The National Science Foundation’s Faculty Early Career Development Program awards, known as the CAREER awards, recognize exceptional young scientists who are spearheading projects in their fields and laying the foundation for the next generation of researchers. Among this year’s recipients is California State University, Northridge marine biologist Nyssa Silbiger.
Silbiger uses a diverse set of laboratory, field and quantitative techniques to understand the human impact on coastal marine ecosystems.
“I am so honored to receive the award,” said Silbiger, who joined CSUN’s Department of Biology as an assistant professor in 2017. “What makes this honor so unique is that it combines research and education. Not only does it recognize the research I am doing in marine ecology, but it also recognizes my work as an educator, training the next generation of scientists. That’s what makes it so special.”
The award comes with an $800,000 grant, which will fund her research on how ocean acidification and ocean warming are impacting the intertidal communities off Southern California’s coast. Specifically, she will be looking at their impact on the metabolism of the marine ecosystem under multiple environmental conditions, including during both high and low tide.
To assist her, Silbiger will be tapping into the talents of students in her marine ecology class, who will help collect data both in the field and in the lab. Further, Silbiger is spearheading a summer “data science boot camp.” These students will be integral in analyzing the data collected from the project and will receive a small stipend to participate in the boot camp.

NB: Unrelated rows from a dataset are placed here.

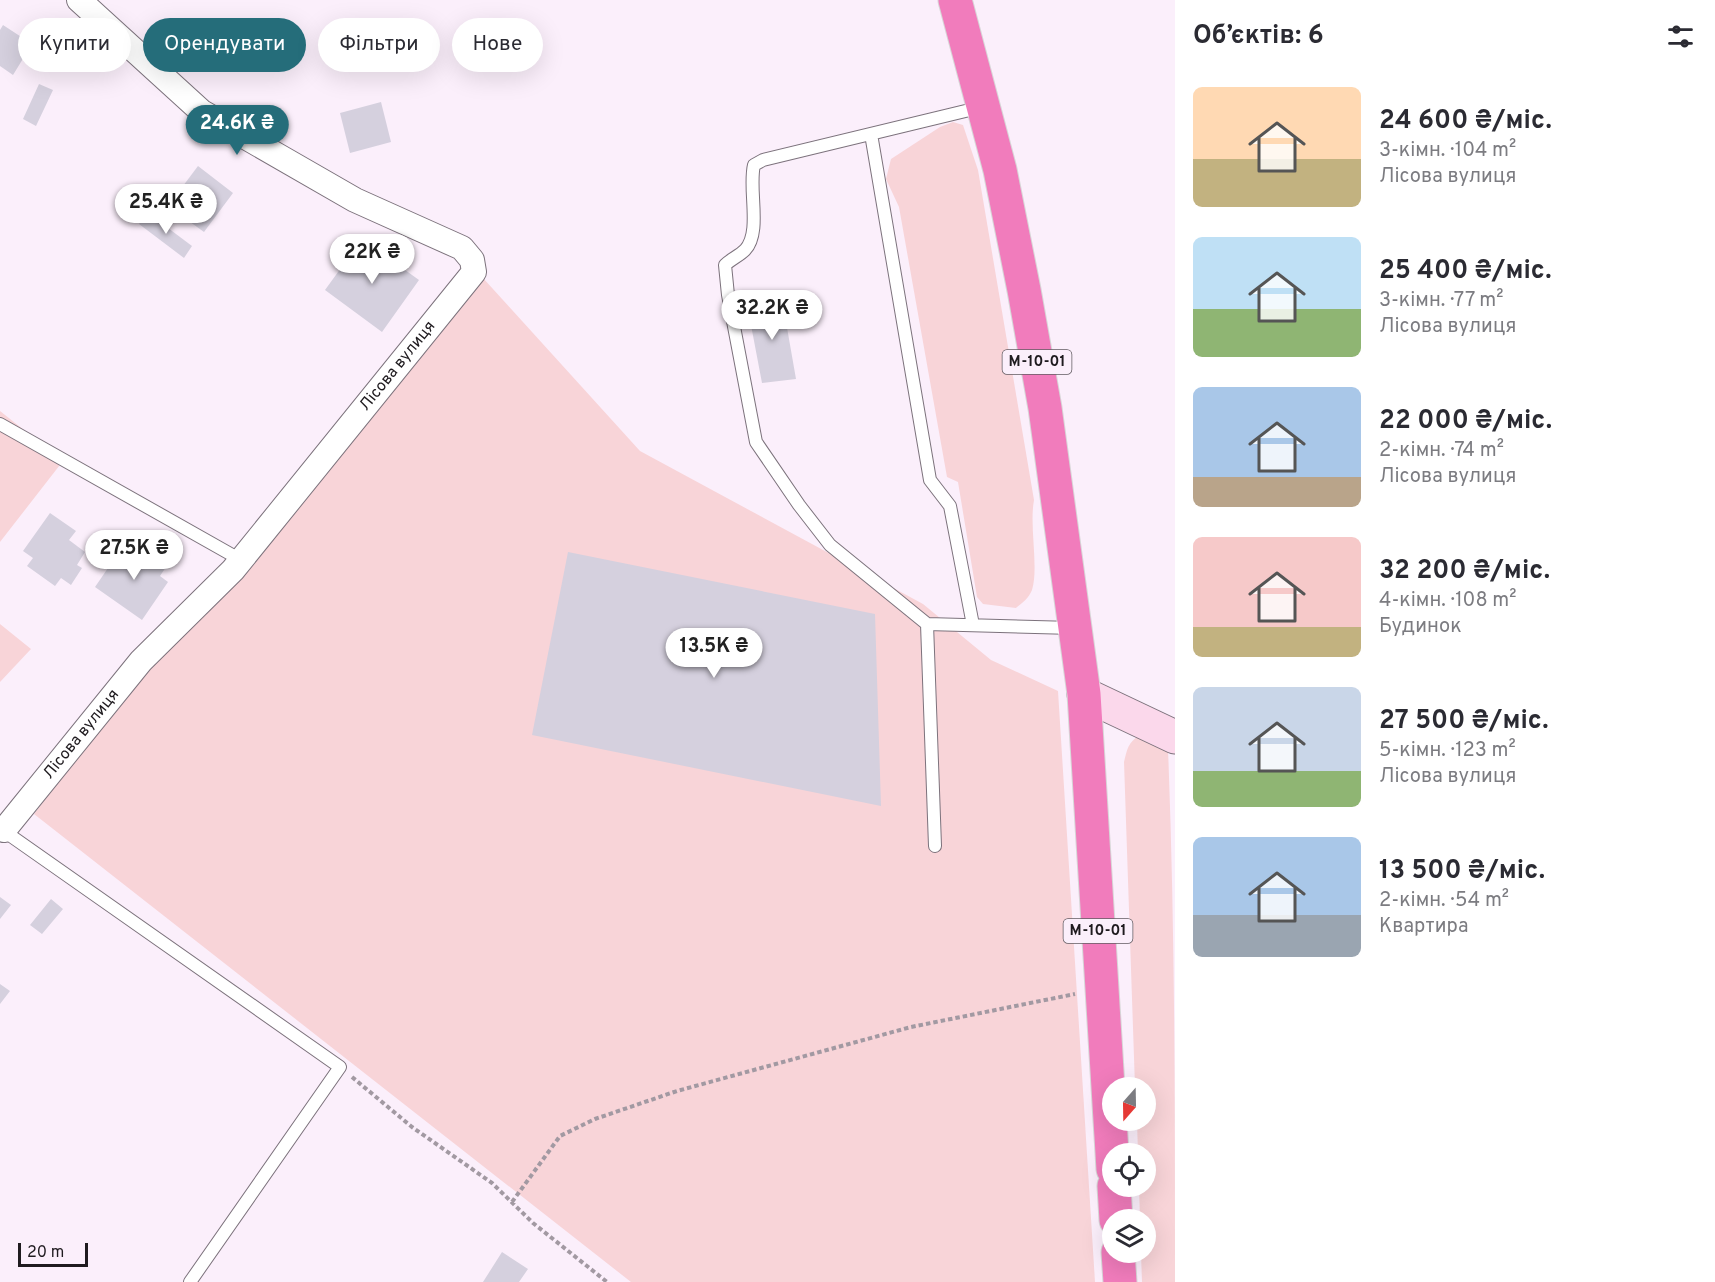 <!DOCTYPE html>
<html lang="uk">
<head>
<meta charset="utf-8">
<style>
	body { margin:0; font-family:Overpass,sans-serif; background:#f7f7f7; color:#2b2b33; height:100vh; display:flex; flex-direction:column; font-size:22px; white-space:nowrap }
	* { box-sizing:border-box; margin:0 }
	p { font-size:20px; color:#7c7c81 }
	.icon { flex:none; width:33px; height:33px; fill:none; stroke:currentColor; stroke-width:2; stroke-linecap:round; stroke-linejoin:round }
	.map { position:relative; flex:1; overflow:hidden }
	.side { display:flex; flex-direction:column; background:#fff; width:540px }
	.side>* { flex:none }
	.banner { position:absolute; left:18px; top:18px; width:570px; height:54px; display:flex; gap:12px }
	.needle { width:39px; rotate:200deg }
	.controls { position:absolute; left:1102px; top:1077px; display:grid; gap:12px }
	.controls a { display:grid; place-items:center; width:54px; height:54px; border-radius:50%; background:#fff; box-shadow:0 6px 24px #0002; font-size:30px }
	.scale { position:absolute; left:18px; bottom:15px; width:70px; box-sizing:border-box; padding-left:6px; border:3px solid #1f1b1f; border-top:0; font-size:16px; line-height:21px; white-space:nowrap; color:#1f1b1f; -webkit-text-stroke:4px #fbeffb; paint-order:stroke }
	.price { position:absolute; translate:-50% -51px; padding:0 14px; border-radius:21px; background:#fff; color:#222; font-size:20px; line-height:39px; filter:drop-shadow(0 2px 3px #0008) }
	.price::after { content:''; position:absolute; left:50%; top:36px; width:18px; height:14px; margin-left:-9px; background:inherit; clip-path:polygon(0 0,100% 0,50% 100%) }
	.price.on { background:#256d7a; color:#fff }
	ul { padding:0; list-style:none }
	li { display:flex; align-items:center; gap:18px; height:150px; padding:0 18px }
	li span { display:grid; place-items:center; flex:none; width:168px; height:120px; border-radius:9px; color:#555 }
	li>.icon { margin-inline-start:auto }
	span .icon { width:72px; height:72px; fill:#fffc; stroke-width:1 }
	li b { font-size:26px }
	h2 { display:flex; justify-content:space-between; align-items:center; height:72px; padding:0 18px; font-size:26px }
	.pill { padding:0 21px; border-radius:27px; background:#fff; box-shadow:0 6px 24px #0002; font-size:21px; line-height:54px }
	.pill.on { background:#256d7a; color:#fff }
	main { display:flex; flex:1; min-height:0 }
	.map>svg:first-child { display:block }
	.green { fill:#f8d4d8 }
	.building { fill:#d5d0de }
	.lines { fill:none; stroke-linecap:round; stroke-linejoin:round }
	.lane-casing { stroke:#7c727c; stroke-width:14 }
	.street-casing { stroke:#7c727c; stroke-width:26 }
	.secondary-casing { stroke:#7c727c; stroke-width:35 }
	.highway-casing { stroke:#d7d6d7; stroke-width:35 }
	.path { stroke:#a299a2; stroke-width:4; stroke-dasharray:4.5 3; stroke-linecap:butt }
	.lane { stroke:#fff; stroke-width:12 }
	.street { stroke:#fff; stroke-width:24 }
	.secondary { stroke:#fbd8eb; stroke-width:33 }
	.highway { stroke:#f17cbc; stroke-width:33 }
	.labels { text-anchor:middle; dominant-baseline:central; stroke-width:4.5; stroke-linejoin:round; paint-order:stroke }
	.shield { fill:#fbeffb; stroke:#615b61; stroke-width:1.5 }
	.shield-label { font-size:15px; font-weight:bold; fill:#1f1b1f }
	.street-label { font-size:16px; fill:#1f1b1f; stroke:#fbeffb }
</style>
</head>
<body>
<main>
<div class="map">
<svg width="1175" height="1282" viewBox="0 0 1175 1282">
	<rect width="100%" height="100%" fill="#fbeffb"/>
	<!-- green -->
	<path class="green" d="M953 122 963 125 978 170 1034 500C1029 527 1039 567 1032 590 1029 598 1022 603 1016 608L983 604 977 597 958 482 947 477 899 207 886 179 891 159 940 127Z
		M483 278 640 451 923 604 991 660 1058 691 1095 1282H631L34 814 144 669Z
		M0 411 63 461 0 542Z
		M0 624 31 649 0 682Z
		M1139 736 1168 749C1175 926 1175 1104 1175 1282H1142L1141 1253 1146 1252V1220L1140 1219 1139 1187 1146 1186V1154L1138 1153 1137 1121 1146 1120V1088L1135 1087 1124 762C1127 750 1128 742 1139 736Z"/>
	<!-- building -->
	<path class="building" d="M3 25 32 44 13 75 0 66V30Z
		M39 84 53 90 36 126 23 119Z
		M381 102 391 142 350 153 340 113Z
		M198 166 233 193 204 232 168 206Z
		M148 213 192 246 184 258 139 224Z
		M362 239 419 280 382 332 325 290Z
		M782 299 796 379 762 383 747 304Z
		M50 513 76 531 69 540 85 552 77 565 82 568 71 585 61 578 55 586 27 566 33 558 23 551Z
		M143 546 168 564 160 576 168 582 142 620 95 587 121 549 134 559Z
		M568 552 875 614 881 806 532 735Z
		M0 897 11 905 0 919Z
		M51 899 63 909 42 934 30 925Z
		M0 984 10 991 0 1004Z
		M502 1252 528 1269 519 1282H483Z"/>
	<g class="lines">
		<!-- lane casing -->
		<g class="lane-casing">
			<path id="lane" d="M871 134 930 480 950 506 973 625
				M0 424 241 560
				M927 624 830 545 799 505 756 442 728 295 725 265C731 259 739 256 745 250 762 232 748 189 754 165L763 160 982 107
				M1 829 340 1067 190 1282
				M935 846 927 624 1073 628"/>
		</g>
		<!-- street casing -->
		<g class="street-casing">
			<g id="street">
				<path id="s1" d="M4 830 141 661 233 570 474 272 472 260 462 248 355 200 202 112 79 0"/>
			</g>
		</g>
		<!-- secondary casing -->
		<g class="secondary-casing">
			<path id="secondary" d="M1084 694 1175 737"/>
		</g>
		<!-- highway casing -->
		<g class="highway-casing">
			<path id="highway" d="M955 0 1000 170 1024 290 1045 408 1084 694 1113 1169
				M1114 1186 1116 1220
				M1118 1252 1120 1282"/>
		</g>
		<!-- path -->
		<path class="path" d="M352 1077 412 1127 492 1183 533 1223 607 1282
			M512 1202 560 1136 595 1119 677 1091 911 1027 1075 994"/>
		<!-- lane -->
		<use href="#lane" class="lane"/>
		<!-- street -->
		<use href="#street" class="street"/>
		<!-- secondary -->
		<use href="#secondary" class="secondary"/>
		<!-- highway -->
		<use href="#highway" class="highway"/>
	</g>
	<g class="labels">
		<!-- shield labels -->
		<g class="shield">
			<rect x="1002.5" y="350" width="69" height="24" rx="4.5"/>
			<rect x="1063.5" y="919" width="69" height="24" rx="4.5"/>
		</g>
		<g class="shield-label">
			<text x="1037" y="362">М-10-01</text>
			<text x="1098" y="931">М-10-01</text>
		</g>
		<!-- street labels -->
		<g class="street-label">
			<text stroke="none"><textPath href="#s1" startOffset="609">Лісова вулиця</textPath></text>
			<text stroke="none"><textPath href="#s1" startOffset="123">Лісова вулиця</textPath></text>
		</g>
	</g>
</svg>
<div class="controls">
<a><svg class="needle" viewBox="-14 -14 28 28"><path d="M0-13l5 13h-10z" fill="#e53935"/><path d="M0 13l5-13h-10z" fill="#7c7c81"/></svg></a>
<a><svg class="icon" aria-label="locate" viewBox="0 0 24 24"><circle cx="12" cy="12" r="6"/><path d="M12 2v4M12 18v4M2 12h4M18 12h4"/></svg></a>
<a><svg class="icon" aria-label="layers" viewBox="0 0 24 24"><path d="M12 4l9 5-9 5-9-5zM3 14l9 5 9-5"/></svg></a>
</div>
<div class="scale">20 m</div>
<b class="price on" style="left:237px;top:156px">24.6K ₴</b>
<b class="price" style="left:166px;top:235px">25.4K ₴</b>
<b class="price" style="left:372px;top:285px">22K ₴</b>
<b class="price" style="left:772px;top:341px">32.2K ₴</b>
<b class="price" style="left:134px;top:581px">27.5K ₴</b>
<b class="price" style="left:714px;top:679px">13.5K ₴</b>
<div class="banner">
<a class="pill">Купити</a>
<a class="pill on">Орендувати</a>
<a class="pill">Фільтри</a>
<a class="pill">Нове</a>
</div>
</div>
<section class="side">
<h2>Об’єктів: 6<svg class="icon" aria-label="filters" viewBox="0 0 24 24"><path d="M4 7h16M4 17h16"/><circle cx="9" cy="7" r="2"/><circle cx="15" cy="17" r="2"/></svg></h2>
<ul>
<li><span style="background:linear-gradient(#ffd9b3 60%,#c2b280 0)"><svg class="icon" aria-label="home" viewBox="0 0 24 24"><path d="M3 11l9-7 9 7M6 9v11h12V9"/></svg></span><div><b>24 600 ₴/міс.</b><p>3-кімн. · 104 m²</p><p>Лісова вулиця</p></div></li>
<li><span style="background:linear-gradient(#bfe0f5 60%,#8fb573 0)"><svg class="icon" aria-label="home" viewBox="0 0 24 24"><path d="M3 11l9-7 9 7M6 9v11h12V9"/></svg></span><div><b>25 400 ₴/міс.</b><p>3-кімн. · 77 m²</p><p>Лісова вулиця</p></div></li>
<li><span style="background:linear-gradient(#a9c7e8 75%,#b9a48a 0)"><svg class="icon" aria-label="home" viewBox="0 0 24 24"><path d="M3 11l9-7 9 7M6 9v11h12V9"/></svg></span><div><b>22 000 ₴/міс.</b><p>2-кімн. · 74 m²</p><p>Лісова вулиця</p></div></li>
<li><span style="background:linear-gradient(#f6c9c9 75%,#c2b280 0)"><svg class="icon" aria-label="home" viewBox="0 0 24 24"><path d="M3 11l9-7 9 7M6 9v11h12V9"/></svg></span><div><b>32 200 ₴/міс.</b><p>4-кімн. · 108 m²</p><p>Будинок</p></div></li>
<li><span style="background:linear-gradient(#c9d6e8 70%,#8fb573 0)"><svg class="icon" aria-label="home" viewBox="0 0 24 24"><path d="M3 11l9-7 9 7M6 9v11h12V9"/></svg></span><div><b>27 500 ₴/міс.</b><p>5-кімн. · 123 m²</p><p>Лісова вулиця</p></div></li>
<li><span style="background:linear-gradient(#a9c7e8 65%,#9aa5b1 0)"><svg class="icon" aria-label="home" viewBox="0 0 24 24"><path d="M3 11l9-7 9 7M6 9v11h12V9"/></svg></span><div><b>13 500 ₴/міс.</b><p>2-кімн. · 54 m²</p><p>Квартира</p></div></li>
</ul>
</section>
</main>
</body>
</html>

“They will learn how to code, some basic statistics, and open data science practices,” she said. “One of the goals of the project is to increase diversity in the sciences. To do that, we need to give our students the skills to succeed, the ability to practice those skills over time and learn that doing science can be fun. I’m hoping to attract freshmen and sophomores to the project so they can gain experience, early in their careers, doing both hands-on research and data science, which is pretty rare for undergraduates.”
Data science is an interdisciplinary field that uses scientific methods, processes, algorithms and systems to gain information and insight from structured and unstructured data. In Silbiger’s case, in addition to collecting extensive field samples, she utilizes Bayesian statistics (a mathematical procedure that applies probabilities to statistical problems) and model selection to understand what is happening in marine ecosystems.
To better understand what is happening in the waters off Southern California’s coast, Silbiger also has built a state-of-the-art aquarium laboratory in what looks like a cargo container set in a campus parking lot. The lab’s aquarium can simulate oceanic climate change conditions by warming and acidifying water, as well as manipulating tidal cycles.
She will be taking species from the coast’s intertidal communities, such as mussels, snails and algae, and allowing them to interact with each other in the aquarium.
“Then I am going to heat things up, acidify some things, and then measure how the community as a whole reacts,” she said. “I’ll be measuring their production rates and their calcification rates — basically taking the pulse of the ecosystem to see how the community as a whole is metabolizing and responding to rising ocean acidification and climate change.”
Silbiger said she hopes the data she and her students collect will provide insight into what may happen in the future in the waters along Southern California’s coast and inform decisions that could impact the area’s famous coastline.
To help communicate what they learn, the project also will have an artist-in-residence, visual artist Lauren Shapiro, who will visually capture the work of Silbiger and her students. Shapiro utilizes a multi-step casting process in clay resulting in modular sculptures and installations which reference systems and visual orders found in nature. Her work draws inspiration from environmental research and data, ceramics and social practice.
“People can sometimes find scientific research — even if it’s about a subject we all may care about, like our oceans — hard to comprehend,” Silbiger said. “The artist’s work is often a great translation that everyone can understand. Our goal is to have an art show here in Los Angeles of our work at the completion of the project.”